Her name may not ring a bell in the U.S., but it’s scandalous in the U.K. This 19th-century nurse, dressmaker, and housekeeper had a secret hobby: She poisoned and killed 11 of her 13 children, her four husbands, two lovers, plus two others. All for their insurance money. Arsenic was her weapon of choice. She racked up a body count of 21 before Scotland Yard finally caught up with her. When Mary Ann Cotton was hanged in 1873, the rope was cut too short, possibly deliberately. A bad ending for a truly Bad Mom.

2)  Zerelda Elizabeth Cole James Simms Samuel, Jesse James’ Mom

I know, I know; I wrote earlier that having a bad son doesn’t automatically make one a Bad Mom. But Jesse James’ mom was bad to the bone herself.

Admittedly, Zerelda Cole had many tough breaks in life. She hated her stepfather and married at 16 to flee home. Husband Robert James was a Baptist preacher. They moved to Missouri where Jesse was born. Robert left during the California Gold Rush, where it’s believed he died.

She quickly remarried. Husband #2 disliked Jesse and treated him cruelly. The problem was soon resolved when he was thrown from a horse and killed.

Zerelda then married Husband #3, “a quiet, passive man described as standing in the shadow of his outspoken, forceful wife.” Read: She wore the pants in the family.

During the Civil War, the James-Samuel blended family was fiercely pro-Southern. Pro-Northern militia hanged Husband #3 in the family’s yard, seriously injuring–but not killing–him. Then Jesse turned to crime. When Pinkerton detectives went after the James Gang they were warned, “If the boys don’t kill you, the old lady will.” They fire-bombed her farmhouse (when Jesse wasn’t there), killing her youngest son and blowing off Zerelda’s arm.

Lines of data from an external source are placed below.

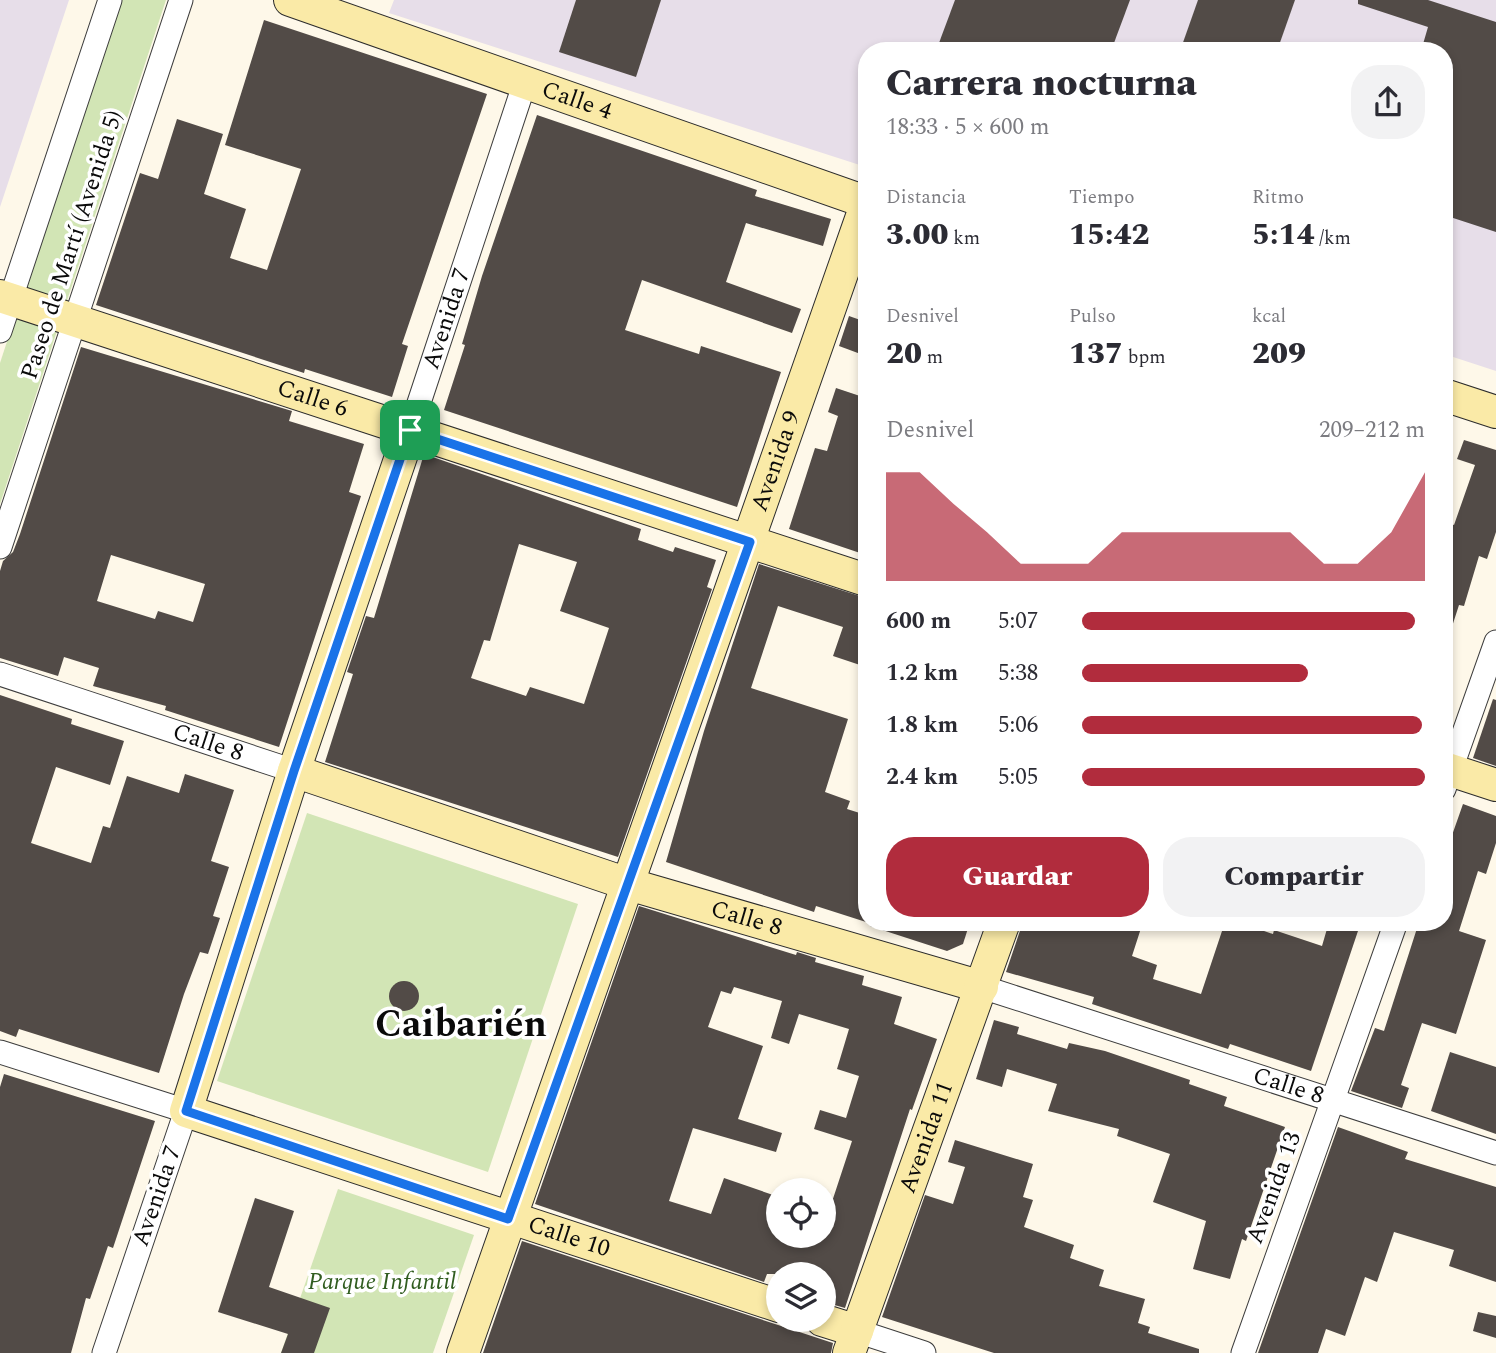 <!DOCTYPE html>
<html lang="es">
<meta charset="utf-8">
<style>
body{margin:0;font-family:Spectral,serif;background:#f2f2f3;color:#2b2b33;height:100vh;display:flex;flex-direction:column;font-size:26px;white-space:nowrap}
*{box-sizing:border-box;margin:0}
p{font-size:23px;color:#7c7c81}
.icon{flex:none;width:38px;height:38px;fill:none;stroke:currentColor;stroke-width:2;stroke-linecap:round;stroke-linejoin:round}
.map{position:relative;flex:1;overflow:hidden}
.panel{position:absolute;left:858px;top:42px;width:595px;height:889px;display:flex;flex-direction:column;background:#fff;border-radius:28px;box-shadow:0 4px 10px #0003}
.panel>*{flex:none}
.buttons{position:absolute;left:766px;top:1178px;display:grid;gap:14px}
.buttons a{display:grid;place-items:center;width:70px;height:70px;border-radius:50%;background:#fff;box-shadow:0 4px 10px #0003;font-size:35px}
.pin{position:absolute;display:grid;place-items:center;width:60px;height:60px;color:#fff;margin:-30px;border-radius:14px;box-shadow:0 4px 10px #0006}
.round{display:grid;place-items:center;flex:none;width:74px;height:74px;border-radius:28px;background:#f2f2f3}
.headline{display:flex;align-items:center;justify-content:space-between;height:119px;padding:0 28px}
h1{font-size:38px;font-weight:800;line-height:52px}
.metrics{display:grid;grid-template-columns:repeat(3,1fr);gap:10px;height:119px;padding:7px 28px}
.metrics div{display:grid;align-content:center}
.metrics b{font-size:30px;font-weight:800}
.metrics small{font-size:19px;font-weight:400}
.metrics p{font-size:19px}
.chart{height:196px;padding:14px 28px}
.chart p{display:flex;justify-content:space-between}
.chart svg{width:100%;height:126px;margin-top:7px;fill:#b12c3d;opacity:.7}
.cta{display:flex;gap:14px;margin-top:auto;padding:14px 28px}
.cta a{flex:1;height:80px;border-radius:28px;background:#b12c3d;color:#fff;font-size:28px;font-weight:800;line-height:80px;text-align:center}
.cta a+a{background:#f2f2f3;color:#2b2b33}
ul{padding:0 28px;list-style:none;font-size:23px}
li{display:grid;grid-template-columns:112px 84px 1fr;align-items:center;height:52px}
li i{height:18px;border-radius:9px;background:#b12c3d}
.map>svg:first-child{display:block}
.industrial{fill:#e7dee9}
.green{fill:#d2e5b5}
.building{fill:#524b47;fill-rule:evenodd}
.lines{fill:none;stroke-linecap:round;stroke-linejoin:round}
.street-casing{stroke:#3d3d3d;stroke-width:25}
.secondary-casing{stroke:#2c2c2c;stroke-width:34}
.street{stroke:#fff;stroke-width:23}
.secondary{stroke:#faeaa7;stroke-width:32}
.route-casing{stroke:#fff;stroke-width:14}
.route{stroke:#1a73e8;stroke-width:9}
.labels{text-anchor:middle;dominant-baseline:central;stroke-width:7;stroke-linejoin:round;paint-order:stroke}
.street-label{font-size:24px;fill:#0a0a0a;stroke:#fff}
.park-label{font-size:24px;font-style:italic;fill:#315d20;stroke:#fff}
.town-label{font-size:38px;font-weight:bold;fill:#0a0a0a;stroke:#fff}
</style>
<div class="map">
<svg width="1496" height="1353" viewBox="0 0 1496 1353">
<rect width="100%" height="100%" fill="#fef8e9"/>
<g class="industrial">
<polygon points="0,0 69,0 0,207"/>
<polygon points="394,0 1496,0 1496,371 1444,354 1444,51 866,51 866,167 389,13"/>
</g>
<g class="green">
<polygon points="119,0 166,0 0,504 0,363"/>
<polygon points="307,813 578,904 488,1172 217,1081"/>
<polygon points="338,1189 474,1235 433,1353 281,1353"/>
</g>
<g class="building">
<polygon points="576,0 661,0 636,77 559,52"/>
<polygon points="955,0 1130,0 1111,51 936,51"/>
<polygon points="1198,0 1295,0 1277,51 1180,51"/>
<polygon points="1358,0 1428,0 1496,22 1496,232 1444,215 1444,51 1421,51 1428,27 1358,4"/>
<polygon points="264,20 487,94 402,344 408,346 392,397 305,369 304,373 96,305 140,173 158,179 177,119 223,134 204,194 246,209 230,258 267,270 301,169 225,145"/>
<polygon points="537,115 757,190 755,196 831,219 823,246 746,223 726,282 801,309 792,333 642,280 625,330 699,354 701,346 781,372 737,507 444,410 465,345 462,344 482,276"/>
<polygon points="849,316 866,322 866,356 839,346"/>
<path d="M81 347 292 411 289 421 364 444 349 492 361 496 279 747 165 710 166 706 93 686 99 668 64 657 58 676 0 658V571L3 561 13 552 20 534ZM111 555 205 584 193 622 158 611 155 619 97 601Z"/>
<polygon points="836,388 866,398 866,555 789,529 815,448 827,451 838,416 828,412"/>
<polygon points="1464,440 1496,450 1496,532 1487,559 1479,556 1464,606 1459,605 1448,639 1444,639 1444,537 1449,523 1454,525 1475,465 1457,459"/>
<path d="M424 454 641 529 638 540 673 552 675 547 716 560 707 587 712 589 618 857 325 762 353 674 347 672 366 616 374 618ZM519 544 577 562 560 611 609 628 584 704 530 687 526 696 471 678 484 640 490 641Z"/>
<polygon points="759,564 866,598 866,667 833,656 843,627 778,606 751,688 848,719 825,792 850,801 847,809 866,815 866,860 860,880 866,882 866,922 816,906 814,912 666,862 704,731"/>
<polygon points="0,695 72,719 71,724 124,741 110,785 56,767 31,843 91,863 103,826 110,828 127,776 179,793 185,774 234,790 211,861 229,867 213,916 220,918 208,954 200,952 184,994 159,1073 19,1029 16,1037 0,1031"/>
<polygon points="1493,699 1496,700 1496,766 1473,758"/>
<polygon points="1463,804 1496,816 1496,843 1486,874 1478,871 1459,931 1486,940 1456,1034 1422,1023 1401,1085 1409,1088 1402,1108 1351,1091 1375,1028 1384,1031 1419,922 1444,922 1444,858"/>
<path d="M639 906 796 955 797 952 816 958 815 962 864 976 862 985 902 997 894 1024 937 1039 912 1110 910 1109 845 1308 824 1302V1274H767L764 1282 535 1204ZM734 987 782 1001 771 1038 789 1044 799 1014 849 1029 837 1069 859 1076 846 1118 820 1110 814 1129 852 1141 824 1226V1236H779V1197L724 1178 711 1214 669 1201 693 1128 776 1152 782 1133 738 1119 763 1046 708 1027 721 991 731 994Z"/>
<polygon points="871,922 970,922 963,944 947,951 870,926"/>
<polygon points="1023,922 1143,922 1132,956 1157,965 1153,979 1201,994 1225,922 1238,922 1273,934 1274,930 1322,946 1329,922 1361,922 1311,1071 1230,1044 1228,1049 1092,1004 1094,997 1006,972"/>
<circle cx="404" cy="996" r="15"/>
<polygon points="994,1020 1019,1027 1017,1034 1067,1049 1069,1043 1105,1051 1190,1080 1189,1084 1227,1097 1224,1106 1285,1127 1246,1241 1242,1239 1230,1279 1193,1269 1206,1221 1153,1202 1170,1154 1117,1136 1119,1129 1048,1111 1057,1084 1007,1069 1002,1087 976,1079"/>
<polygon points="1450,1052 1496,1067 1496,1134 1431,1111"/>
<polygon points="4,1074 155,1121 113,1248 108,1246 90,1299 86,1298 71,1353 0,1353 0,1087"/>
<polygon points="1338,1127 1408,1152 1405,1159 1496,1187 1496,1282 1449,1266 1454,1250 1394,1232 1377,1282 1365,1277 1345,1336 1326,1329 1318,1353 1258,1353"/>
<polygon points="955,1140 1033,1164 1023,1197 1033,1200 1024,1227 1074,1245 1070,1258 1104,1270 1099,1286 1145,1299 1138,1323 1150,1327 1148,1333 1199,1349 1199,1353 994,1353 882,1317 925,1195 953,1204 965,1167 948,1162"/>
<polygon points="255,1198 294,1211 269,1287 330,1308 314,1353 281,1353 288,1334 218,1312"/>
<polygon points="522,1241 833,1343 831,1353 483,1353"/>
<polygon points="1478,1312 1496,1316 1496,1338 1473,1331"/>
</g>
<g class="lines">
<defs>
<g id="street">
<polyline points="0,331 110,0"/>
<path id="s1" d="M410 430 525 82"/>
<polyline points="0,547 181,0"/>
<path id="s2" d="M0 674 294 771"/>
<polyline points="1444,789 1496,642"/>
<path id="s3" d="M982 987 1496 1153"/>
<polyline points="0,1052 186,1111 104,1353"/>
<polyline points="857,1331 924,1353"/>
<polyline points="1243,1353 1396,922"/>
</g>
<g id="secondary">
<path id="s4" d="M290 0 866 202"/>
<path id="s5" d="M0 296 866 580"/>
<polyline points="1444,395 1496,412"/>
<path id="s6" d="M410 430 294 771 186 1111 779 1306"/>
<polyline points="1444,768 1496,785"/>
<path id="s7" d="M294 771 628 884 982 987"/>
<polyline points="822,1320 857,1331"/>
<path id="s8" d="M463 1353 866 205"/>
<path id="s9" d="M849 1353 1004 922"/>
</g>
</defs>
<use href="#street" class="street-casing"/>
<use href="#secondary" class="secondary-casing"/>
<use href="#street" class="street"/>
<use href="#secondary" class="secondary"/>
</g>
<g class="lines">
<defs>
<polygon id="route" points="410,430 750,542 508,1219 186,1111 294,771"/>
</defs>
<use href="#route" class="route-casing"/>
<use href="#route" class="route"/>
</g>
<g class="labels">
<g class="street-label">
<text stroke="none"><textPath href="#s4" startOffset="304">Calle 4</textPath></text>
<text transform="translate(72 245) rotate(-72)">Paseo de Martí (Avenida 5)</text>
<text stroke="none"><textPath href="#s1" startOffset="117">Avenida 7</textPath></text>
<text stroke="none"><textPath href="#s5" startOffset="329">Calle 6</textPath></text>
<text stroke="none"><textPath href="#s8" startOffset="945">Avenida 9</textPath></text>
<text stroke="none"><textPath href="#s2" startOffset="219">Calle 8</textPath></text>
<text stroke="none"><textPath href="#s7" startOffset="476">Calle 8</textPath></text>
<text stroke="none"><textPath href="#s3" startOffset="322">Calle 8</textPath></text>
<text stroke="none"><textPath href="#s9" startOffset="229">Avenida 11</textPath></text>
<text transform="translate(1274 1188) rotate(-70)">Avenida 13</text>
<text transform="translate(157 1196) rotate(-71)">Avenida 7</text>
<text stroke="none"><textPath href="#s6" startOffset="1120">Calle 10</textPath></text>
</g>
<g class="park-label">
<text x="382" y="1282">Parque Infantil</text>
</g>
<g class="town-label">
<text x="461" y="1025">Caibarién</text>
</g>
</g>
</svg>
<div class="buttons">
<a><svg class="icon" aria-label="locate" viewBox="0 0 24 24"><circle cx="12" cy="12" r="6"/><path d="M12 2v4M12 18v4M2 12h4M18 12h4"/></svg></a>
<a><svg class="icon" aria-label="layers" viewBox="0 0 24 24"><path d="M12 4l9 5-9 5-9-5zM3 14l9 5 9-5"/></svg></a>
</div>
<div class="pin" style="left:410px;top:430px;background:#1e9e55"><svg class="icon" aria-label="arrive" viewBox="0 0 24 24"><path d="M6 21V4h12l-3 4 3 4H6"/></svg></div>
<section class="panel">
<div class="headline"><div><h1>Carrera nocturna</h1><p>18:33 · 5 × 600 m</p></div><a class="round"><svg class="icon" aria-label="share" viewBox="0 0 24 24"><path d="M12 15V3M7 8l5-5 5 5M5 13v7h14v-7"/></svg></a></div>
<div class="metrics">
<div><p>Distancia</p><b>3.00<small> km</small></b></div>
<div><p>Tiempo</p><b>15:42</b></div>
<div><p>Ritmo</p><b>5:14<small> /km</small></b></div>
</div>
<div class="metrics">
<div><p>Desnivel</p><b>20<small> m</small></b></div>
<div><p>Pulso</p><b>137<small> bpm</small></b></div>
<div><p>kcal</p><b>209</b></div>
</div>
<div class="chart"><p><span>Desnivel</span>209–212 m</p>
<svg viewBox="0 0 160 44" preserveAspectRatio="none"><path d="M0 44V6L10 6L20 17L30 27L40 38L50 38L60 38L70 27L80 27L90 27L100 27L110 27L120 27L130 38L140 38L150 27L160 6V44z"/></svg>
</div>
<ul>
<li><b>600 m</b>5:07<i style="width:97%"></i></li>
<li><b>1.2 km</b>5:38<i style="width:66%"></i></li>
<li><b>1.8 km</b>5:06<i style="width:99%"></i></li>
<li><b>2.4 km</b>5:05<i style="width:100%"></i></li>
</ul>
<div class="cta"><a>Guardar</a><a>Compartir</a></div>
</section>
</div>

Zerelda spent her final years turning the James farm into a tourist trap. For 50 cents a head she gave guided tours. In a last bit of larceny, she sold old, rusted, guns that she claimed had belonged to Jesse; she actually bought them cheap at second-hand shops and charged a fortune for them. Which is why dozens of private gun collections today still boast a firearm that was “carried by Jesse James.” Truly Bad Mom material from start to finish.

1) Mama June, from “Here Comes Honey Boo Boo”

If you saw the show, you understand. ‘Nuff said.

Be sure to do something nice for your mom today. She’s earned it.